Hanoi uses coronavirus discourage dog meat tradition


Vietnamese family and their pet dog

By Phong Lan

HANOI: It was the death anniversary of Hanh Nguyen’s grandfather and the large family were having a big party together. Someone was asking why there was no dog meat on the table. The Hanoi man answered that from now on there would be no dog meat on his table anymore.

“I’ve stopped eating dog meat following an advice from my friends and local authorities,” he said.

It was a difficult decision as Nguyen used to be a fan of dog meat. Like many of his friends and family members, he used to choose dog meat when eating out at restaurants or slaughter his family’s dogs for parties at home.

But Nguyen’s attitude to dogs and appetite for the dish have changed since he met his girlfriend who loves dogs a lot. She has kept some dogs and cats as pets at home and takes good care of them. She has joined an animal rescue team who save abandoned dogs and cats on Hanoi streets. Living with his girlfriend and her pets, Nguyen has gradually developed a sympathy for the animals.

Nguyen is among many young people in Vietnam who are treating pet dogs and cats differently from their older generations.

If their parents keep dogs only to help guard their home, cats to drive away mice or to have sources of tasty meat, many young people now see them as friends or family members.

According to Nguyen, one of the reasons leading to this change is global integration in which young people know more about the world, have more international friends and get influenced by their lifestyle.


Nguyen visits his pet dog as it is treated in a veterinary clinic in Hanoi

“My girlfriends used to eat dog meat but then stopped after going to study in the US,” he said. “She said she didn’t pay much attention to the feelings of dogs and cats until she watched her foreign friends play with them.”

“And her love for the pets developed as she lived with her friends and their cats. And mine has developed as I live with her and her pets.”

While the number of people having chance to get influenced by international friends’ pet loving attitude is still limited among the roughly 100 million population of Vietnam, local authorities in Hanoi and Ho Chi Minh, the country’s largest cities. have taken first steps to discourage locals from eating dog meat.

Last September, the Food Safety Management Authority of Ho Chi Minh City published an article on its website that discouraged locals from eating dog meat, warning of some diseases such as rabies and parasites infecting internal organs.
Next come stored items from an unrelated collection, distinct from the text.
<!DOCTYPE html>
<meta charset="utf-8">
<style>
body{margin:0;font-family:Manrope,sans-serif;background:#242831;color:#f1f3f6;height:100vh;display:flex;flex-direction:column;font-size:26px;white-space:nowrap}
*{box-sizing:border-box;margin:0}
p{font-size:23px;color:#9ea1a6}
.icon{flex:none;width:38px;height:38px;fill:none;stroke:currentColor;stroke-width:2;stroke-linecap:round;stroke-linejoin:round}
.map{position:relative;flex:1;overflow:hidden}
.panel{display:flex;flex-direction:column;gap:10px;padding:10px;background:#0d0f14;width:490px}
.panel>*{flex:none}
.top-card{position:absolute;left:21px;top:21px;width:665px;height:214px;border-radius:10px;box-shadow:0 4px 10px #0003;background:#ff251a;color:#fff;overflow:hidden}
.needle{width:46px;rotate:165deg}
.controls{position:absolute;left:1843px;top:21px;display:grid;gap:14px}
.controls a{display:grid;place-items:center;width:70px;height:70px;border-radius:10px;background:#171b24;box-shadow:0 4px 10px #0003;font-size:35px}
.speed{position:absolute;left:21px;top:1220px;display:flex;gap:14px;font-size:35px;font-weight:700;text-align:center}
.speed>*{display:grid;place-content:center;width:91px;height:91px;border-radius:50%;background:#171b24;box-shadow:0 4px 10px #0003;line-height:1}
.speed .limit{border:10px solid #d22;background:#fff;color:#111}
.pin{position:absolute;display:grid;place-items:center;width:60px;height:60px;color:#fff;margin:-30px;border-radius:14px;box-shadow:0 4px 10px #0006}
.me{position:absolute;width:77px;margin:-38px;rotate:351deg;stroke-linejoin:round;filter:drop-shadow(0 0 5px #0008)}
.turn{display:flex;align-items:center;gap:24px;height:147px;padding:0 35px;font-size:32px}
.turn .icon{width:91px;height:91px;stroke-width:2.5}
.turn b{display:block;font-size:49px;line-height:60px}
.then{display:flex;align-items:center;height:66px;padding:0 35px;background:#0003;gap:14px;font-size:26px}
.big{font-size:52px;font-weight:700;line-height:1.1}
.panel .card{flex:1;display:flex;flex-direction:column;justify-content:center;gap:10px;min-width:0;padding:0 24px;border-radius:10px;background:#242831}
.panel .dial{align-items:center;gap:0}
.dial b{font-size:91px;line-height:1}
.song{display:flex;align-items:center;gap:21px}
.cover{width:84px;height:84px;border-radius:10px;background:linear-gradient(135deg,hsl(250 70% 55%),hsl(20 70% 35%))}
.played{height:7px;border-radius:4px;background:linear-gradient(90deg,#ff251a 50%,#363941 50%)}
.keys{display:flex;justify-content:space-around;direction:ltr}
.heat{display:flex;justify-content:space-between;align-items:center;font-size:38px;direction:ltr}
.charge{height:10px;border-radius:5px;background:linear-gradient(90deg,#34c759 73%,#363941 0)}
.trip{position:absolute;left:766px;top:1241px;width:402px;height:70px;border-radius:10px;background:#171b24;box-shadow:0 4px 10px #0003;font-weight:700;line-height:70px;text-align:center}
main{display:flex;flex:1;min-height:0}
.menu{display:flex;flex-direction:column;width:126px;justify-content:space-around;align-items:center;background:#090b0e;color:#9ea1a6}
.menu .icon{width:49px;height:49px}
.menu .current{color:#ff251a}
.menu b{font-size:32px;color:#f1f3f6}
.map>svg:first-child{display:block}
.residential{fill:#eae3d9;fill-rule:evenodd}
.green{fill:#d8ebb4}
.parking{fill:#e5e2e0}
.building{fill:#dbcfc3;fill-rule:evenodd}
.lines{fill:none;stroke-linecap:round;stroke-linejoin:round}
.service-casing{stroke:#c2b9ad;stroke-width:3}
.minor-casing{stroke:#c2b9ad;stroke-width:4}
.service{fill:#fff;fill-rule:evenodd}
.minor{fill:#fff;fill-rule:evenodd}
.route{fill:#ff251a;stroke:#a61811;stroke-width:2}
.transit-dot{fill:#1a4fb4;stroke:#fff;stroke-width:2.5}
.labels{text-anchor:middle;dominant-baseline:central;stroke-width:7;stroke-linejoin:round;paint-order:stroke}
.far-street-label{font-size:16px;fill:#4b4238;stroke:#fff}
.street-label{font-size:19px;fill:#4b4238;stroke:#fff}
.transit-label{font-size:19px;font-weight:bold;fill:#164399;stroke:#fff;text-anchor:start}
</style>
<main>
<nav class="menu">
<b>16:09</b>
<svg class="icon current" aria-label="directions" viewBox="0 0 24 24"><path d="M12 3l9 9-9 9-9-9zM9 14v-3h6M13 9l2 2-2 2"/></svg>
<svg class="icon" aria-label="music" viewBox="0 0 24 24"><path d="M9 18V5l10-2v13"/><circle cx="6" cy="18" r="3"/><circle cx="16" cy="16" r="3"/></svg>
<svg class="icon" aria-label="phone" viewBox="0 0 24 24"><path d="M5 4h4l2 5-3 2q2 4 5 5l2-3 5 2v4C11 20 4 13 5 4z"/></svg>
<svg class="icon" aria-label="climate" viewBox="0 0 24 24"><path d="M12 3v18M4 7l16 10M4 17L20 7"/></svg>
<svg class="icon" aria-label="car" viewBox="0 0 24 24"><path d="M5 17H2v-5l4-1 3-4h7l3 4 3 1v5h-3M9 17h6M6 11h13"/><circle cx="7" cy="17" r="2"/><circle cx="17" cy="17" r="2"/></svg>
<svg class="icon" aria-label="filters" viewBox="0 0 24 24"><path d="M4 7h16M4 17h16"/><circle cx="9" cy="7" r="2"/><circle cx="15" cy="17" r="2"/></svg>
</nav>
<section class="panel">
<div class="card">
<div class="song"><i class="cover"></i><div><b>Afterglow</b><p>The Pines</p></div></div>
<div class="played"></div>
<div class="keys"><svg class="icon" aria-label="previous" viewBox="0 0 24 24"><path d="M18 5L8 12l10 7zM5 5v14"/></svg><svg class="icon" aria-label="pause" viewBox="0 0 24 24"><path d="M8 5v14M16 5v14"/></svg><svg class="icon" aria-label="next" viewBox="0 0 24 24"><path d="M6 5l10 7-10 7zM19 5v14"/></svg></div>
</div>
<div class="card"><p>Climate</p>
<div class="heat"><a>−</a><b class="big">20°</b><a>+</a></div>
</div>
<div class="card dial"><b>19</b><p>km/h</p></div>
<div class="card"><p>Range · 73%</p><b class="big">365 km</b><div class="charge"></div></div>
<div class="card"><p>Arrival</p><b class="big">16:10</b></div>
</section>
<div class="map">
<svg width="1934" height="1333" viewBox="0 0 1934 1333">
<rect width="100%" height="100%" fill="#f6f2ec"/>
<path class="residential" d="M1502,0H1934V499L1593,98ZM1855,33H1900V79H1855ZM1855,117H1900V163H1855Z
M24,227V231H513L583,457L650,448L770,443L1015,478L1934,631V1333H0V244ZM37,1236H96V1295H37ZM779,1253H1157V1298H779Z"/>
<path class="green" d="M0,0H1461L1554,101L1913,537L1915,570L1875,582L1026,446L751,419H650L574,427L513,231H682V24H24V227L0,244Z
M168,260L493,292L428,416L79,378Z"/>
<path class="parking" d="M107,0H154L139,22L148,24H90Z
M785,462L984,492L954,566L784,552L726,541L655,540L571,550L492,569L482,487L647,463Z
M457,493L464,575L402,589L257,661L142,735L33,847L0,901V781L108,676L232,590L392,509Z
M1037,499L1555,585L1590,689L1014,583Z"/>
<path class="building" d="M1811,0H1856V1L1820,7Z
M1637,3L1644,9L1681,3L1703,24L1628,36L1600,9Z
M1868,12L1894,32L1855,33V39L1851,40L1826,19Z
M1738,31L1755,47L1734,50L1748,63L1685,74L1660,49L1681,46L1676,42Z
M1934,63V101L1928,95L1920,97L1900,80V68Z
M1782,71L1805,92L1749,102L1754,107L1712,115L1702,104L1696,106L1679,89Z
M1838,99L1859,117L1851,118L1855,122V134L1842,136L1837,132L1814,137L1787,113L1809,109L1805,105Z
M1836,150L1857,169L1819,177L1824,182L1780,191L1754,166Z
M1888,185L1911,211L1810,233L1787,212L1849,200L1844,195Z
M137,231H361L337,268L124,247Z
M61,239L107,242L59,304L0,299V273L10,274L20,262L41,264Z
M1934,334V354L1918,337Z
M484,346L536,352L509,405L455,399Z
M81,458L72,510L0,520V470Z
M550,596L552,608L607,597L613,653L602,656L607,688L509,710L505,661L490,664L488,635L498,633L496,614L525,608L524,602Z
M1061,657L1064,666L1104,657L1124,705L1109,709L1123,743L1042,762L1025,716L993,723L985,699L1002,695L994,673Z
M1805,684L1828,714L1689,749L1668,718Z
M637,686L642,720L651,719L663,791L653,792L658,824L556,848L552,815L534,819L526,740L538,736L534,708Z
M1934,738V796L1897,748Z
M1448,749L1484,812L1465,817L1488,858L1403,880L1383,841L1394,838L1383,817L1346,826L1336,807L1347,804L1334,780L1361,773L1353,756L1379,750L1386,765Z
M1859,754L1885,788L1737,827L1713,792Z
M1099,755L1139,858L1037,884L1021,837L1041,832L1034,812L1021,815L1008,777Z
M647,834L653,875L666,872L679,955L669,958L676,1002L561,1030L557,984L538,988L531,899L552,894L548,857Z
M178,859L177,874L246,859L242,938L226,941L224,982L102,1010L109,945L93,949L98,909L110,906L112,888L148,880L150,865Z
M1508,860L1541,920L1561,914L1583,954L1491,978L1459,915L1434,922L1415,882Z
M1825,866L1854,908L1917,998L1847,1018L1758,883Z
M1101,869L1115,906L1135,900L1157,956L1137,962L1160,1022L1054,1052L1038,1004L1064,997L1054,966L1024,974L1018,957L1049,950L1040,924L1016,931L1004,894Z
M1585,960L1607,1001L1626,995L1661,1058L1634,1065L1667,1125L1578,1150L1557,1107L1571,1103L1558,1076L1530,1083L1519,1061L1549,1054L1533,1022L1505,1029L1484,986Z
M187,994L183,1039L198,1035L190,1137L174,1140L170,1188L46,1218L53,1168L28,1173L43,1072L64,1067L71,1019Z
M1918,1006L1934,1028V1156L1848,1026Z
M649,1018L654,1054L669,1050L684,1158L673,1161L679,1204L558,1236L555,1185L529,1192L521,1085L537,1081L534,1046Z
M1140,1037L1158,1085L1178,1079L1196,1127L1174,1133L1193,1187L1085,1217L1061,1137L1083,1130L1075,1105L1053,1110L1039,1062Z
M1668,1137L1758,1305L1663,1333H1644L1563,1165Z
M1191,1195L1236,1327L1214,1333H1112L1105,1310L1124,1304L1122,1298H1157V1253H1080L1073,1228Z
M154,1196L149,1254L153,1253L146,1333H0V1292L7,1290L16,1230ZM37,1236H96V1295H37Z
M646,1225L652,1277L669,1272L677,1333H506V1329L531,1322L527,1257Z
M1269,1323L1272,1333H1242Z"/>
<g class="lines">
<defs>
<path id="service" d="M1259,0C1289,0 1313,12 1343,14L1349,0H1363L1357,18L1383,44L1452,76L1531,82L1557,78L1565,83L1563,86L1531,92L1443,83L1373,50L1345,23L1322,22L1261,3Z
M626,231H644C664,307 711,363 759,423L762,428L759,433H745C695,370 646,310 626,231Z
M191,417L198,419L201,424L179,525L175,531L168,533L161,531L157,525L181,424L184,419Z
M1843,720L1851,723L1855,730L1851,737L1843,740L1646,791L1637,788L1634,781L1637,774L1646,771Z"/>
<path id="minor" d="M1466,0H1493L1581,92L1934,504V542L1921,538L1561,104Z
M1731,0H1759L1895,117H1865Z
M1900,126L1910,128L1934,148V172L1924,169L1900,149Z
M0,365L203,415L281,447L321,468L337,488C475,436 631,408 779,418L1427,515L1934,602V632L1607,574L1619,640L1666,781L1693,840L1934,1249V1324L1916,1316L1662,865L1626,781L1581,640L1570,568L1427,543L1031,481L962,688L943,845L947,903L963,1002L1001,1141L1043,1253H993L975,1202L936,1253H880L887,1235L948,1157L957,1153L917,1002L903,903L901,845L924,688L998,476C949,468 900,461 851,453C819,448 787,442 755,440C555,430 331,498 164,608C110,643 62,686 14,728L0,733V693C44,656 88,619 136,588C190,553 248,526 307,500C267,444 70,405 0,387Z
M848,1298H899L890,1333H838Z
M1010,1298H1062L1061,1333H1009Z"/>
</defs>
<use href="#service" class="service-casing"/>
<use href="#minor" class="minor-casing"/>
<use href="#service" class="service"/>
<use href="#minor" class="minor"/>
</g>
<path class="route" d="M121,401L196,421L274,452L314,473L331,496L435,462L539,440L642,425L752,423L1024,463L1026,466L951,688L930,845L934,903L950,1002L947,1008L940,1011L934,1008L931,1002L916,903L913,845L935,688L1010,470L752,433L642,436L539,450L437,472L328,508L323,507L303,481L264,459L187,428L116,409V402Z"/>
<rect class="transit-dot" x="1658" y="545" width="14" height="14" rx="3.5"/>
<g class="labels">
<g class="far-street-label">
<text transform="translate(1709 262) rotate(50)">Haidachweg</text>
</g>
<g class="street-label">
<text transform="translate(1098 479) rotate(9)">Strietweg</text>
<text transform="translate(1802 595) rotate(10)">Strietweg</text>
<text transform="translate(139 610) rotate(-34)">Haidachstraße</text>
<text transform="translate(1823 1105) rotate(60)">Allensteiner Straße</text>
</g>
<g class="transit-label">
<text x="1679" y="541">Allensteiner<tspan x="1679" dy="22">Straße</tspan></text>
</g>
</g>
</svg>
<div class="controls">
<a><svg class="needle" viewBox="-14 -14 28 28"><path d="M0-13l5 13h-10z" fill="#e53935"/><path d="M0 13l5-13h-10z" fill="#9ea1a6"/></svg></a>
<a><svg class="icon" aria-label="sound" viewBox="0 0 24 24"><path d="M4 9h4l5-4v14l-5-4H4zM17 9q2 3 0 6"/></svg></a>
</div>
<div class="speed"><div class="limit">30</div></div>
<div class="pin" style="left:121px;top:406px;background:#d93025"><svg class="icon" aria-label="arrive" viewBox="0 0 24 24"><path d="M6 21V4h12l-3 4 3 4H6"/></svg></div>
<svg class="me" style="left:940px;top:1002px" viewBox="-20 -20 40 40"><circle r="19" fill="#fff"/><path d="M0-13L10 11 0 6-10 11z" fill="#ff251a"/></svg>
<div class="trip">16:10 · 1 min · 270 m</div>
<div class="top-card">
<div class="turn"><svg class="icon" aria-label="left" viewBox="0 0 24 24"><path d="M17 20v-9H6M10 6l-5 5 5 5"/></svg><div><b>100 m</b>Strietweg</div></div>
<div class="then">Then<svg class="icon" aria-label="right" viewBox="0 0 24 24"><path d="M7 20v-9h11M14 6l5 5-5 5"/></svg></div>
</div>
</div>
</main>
“Chemical residues in dog meat, particularly those from poisons used to kill dogs by dog thieves, are another threat to eaters,” the authority said.


Vietnamese children play with a pet dog

The authority in HCM City also said that eating dog meat is not a good habit so people should kick it, especially in this era of international integration. Quitting eating dog meat would benefit ongoing efforts to create an image of a modern and civilised Vietnam.

Earlier, Hanoi also called on locals to stop eating dog meat as the habit might spoil the image of the capital. A survey showed that the number of restaurants selling dog and cats meat has decreased by 30 per cent to 793 as of early this year. The Vietnamese capital is expected to suspend all these restaurants in the city centre by 2021.

Recently when the coronavirus outbreak started to spread, Hanoi’s health officials also warned people about the transmission of some kinds of virus through eating dog and cat meat.

The city’s chairman Nguyen Duc Chung once again called on people to stop consuming the meat of wild animals as well as cats and dogs as one of the measures to prevent coronavirus.